There is no one survey or data source to which we can compare our estimates to ascertain reliability. However, there are portions of other surveys that can provide some context for our estimates.
One of those surveys is the BLS’s National Compensation Survey, or NCS. Some comparisons made in the micro data review stage of ORS can also be used in the estimate validation. Using just the microdata, we have looked at the strength measurement in ORS compared to the Physical Environment measures in the NCS. The physical environment measure includes an aspect of risk in the job in addition to the physical strain of the job, so it will necessarily be different from the strength measure, but there still appeared to be a general trend of agreement between the two surveys.
Another comparison was between the Job Controls and Complexity element in NCS and the complexity element in ORS. We found that a general trend of agreement exists between the two, with some interesting outliers that can be explained in part by the difference in the two measurements. In testing, only a small amount of the data was a clear non-match between the two sources.
NCS also contains leveling information that has already been used in ORS collection and micro-data review to prompt extra scrutiny when a collected response differs from the NCS data. But this leveling data, if calculated as an average NCS level by detailed SOC, could also be used for estimate validation.
Another useful data source is the Dictionary of Occupational Titles (DOT) that the ORS will be replacing. It is relevant to our survey because it is widely acknowledged as the predecessor to this data. It covered similar topics, such as physical requirements and educational preparation. But it was last substantially updated in 1991 and fully updated in 1977.
The DOT used a more detailed classification of occupations by Standard Occupational Classification (SOC) than ORS uses.

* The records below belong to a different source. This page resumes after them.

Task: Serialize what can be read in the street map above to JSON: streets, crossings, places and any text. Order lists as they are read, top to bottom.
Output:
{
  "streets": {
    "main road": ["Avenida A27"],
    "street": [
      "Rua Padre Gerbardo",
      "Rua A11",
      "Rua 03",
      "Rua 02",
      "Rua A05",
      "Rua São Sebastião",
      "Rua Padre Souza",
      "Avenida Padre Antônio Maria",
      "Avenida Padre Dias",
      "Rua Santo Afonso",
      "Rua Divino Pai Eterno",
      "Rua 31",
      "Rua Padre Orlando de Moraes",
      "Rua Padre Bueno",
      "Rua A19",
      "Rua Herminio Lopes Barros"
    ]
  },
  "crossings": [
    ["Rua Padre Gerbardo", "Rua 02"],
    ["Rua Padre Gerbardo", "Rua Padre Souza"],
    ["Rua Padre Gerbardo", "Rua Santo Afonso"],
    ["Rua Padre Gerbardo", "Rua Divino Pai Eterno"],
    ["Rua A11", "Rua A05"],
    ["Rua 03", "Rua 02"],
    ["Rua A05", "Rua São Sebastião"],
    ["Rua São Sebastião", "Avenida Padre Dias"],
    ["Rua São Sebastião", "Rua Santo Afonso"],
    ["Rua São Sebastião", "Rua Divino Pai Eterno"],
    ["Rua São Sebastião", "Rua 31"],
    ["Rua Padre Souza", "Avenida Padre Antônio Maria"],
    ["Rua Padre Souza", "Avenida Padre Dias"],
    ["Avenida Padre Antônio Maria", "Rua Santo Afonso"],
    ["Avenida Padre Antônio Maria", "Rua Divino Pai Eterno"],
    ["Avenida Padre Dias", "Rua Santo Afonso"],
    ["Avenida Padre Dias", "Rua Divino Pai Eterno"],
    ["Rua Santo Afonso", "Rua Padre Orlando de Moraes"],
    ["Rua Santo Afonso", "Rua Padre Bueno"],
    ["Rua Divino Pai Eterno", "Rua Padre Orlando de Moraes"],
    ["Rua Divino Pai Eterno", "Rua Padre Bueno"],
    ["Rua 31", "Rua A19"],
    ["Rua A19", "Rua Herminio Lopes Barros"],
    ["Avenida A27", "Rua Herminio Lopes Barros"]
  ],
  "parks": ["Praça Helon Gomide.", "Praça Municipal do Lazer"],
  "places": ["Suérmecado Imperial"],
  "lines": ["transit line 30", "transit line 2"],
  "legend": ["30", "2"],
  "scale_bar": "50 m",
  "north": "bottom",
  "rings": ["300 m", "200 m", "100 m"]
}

The idea of an occupation is obviously a major building block of occupational data. An occupation is a construction, however, not a naturally occurring phenomena that we can definitively draw a line around. The representatives from the major governmental statistics agencies convene every eight years to update the SOC system in order to have a relatively modern classification of occupations in the United States. Obsolete jobs are removed from this list and new jobs are added. But in practice many jobs combine the tasks of several distinct on-paper occupations, leaving some natural variability within a SOC classification. The data on occupations divided by SOC will differ from the data in the DOT because the occupational classifications are aggregated differently.
As a limited exercise, the ORS estimates for the amount of job preparation, SVP, were compared side by side to a closely related occupation offered in the DOT, which also has an SVP measurement. Less than a third of these estimates, which were a small subset of the total occupations collected in ORS, differed by more than one level.
Another useful data source is the Occupational Information Network, or O*NET, which includes updated lists of the tasks that the incumbent performs, something that is also collected in ORS. The O*NET is a database of occupational characteristics that was intended to move beyond the DOT. The ORS estimates for SVP were lined up side by side to the O*NET, which has a measurement called the “job zone” that is roughly comparable. About a third of the mode estimates for ORS SVP differed by more than a single level from the O*NET job zone. A single level could be a difference in a single day of preparation up to a thousand or more days at the higher SVP categories.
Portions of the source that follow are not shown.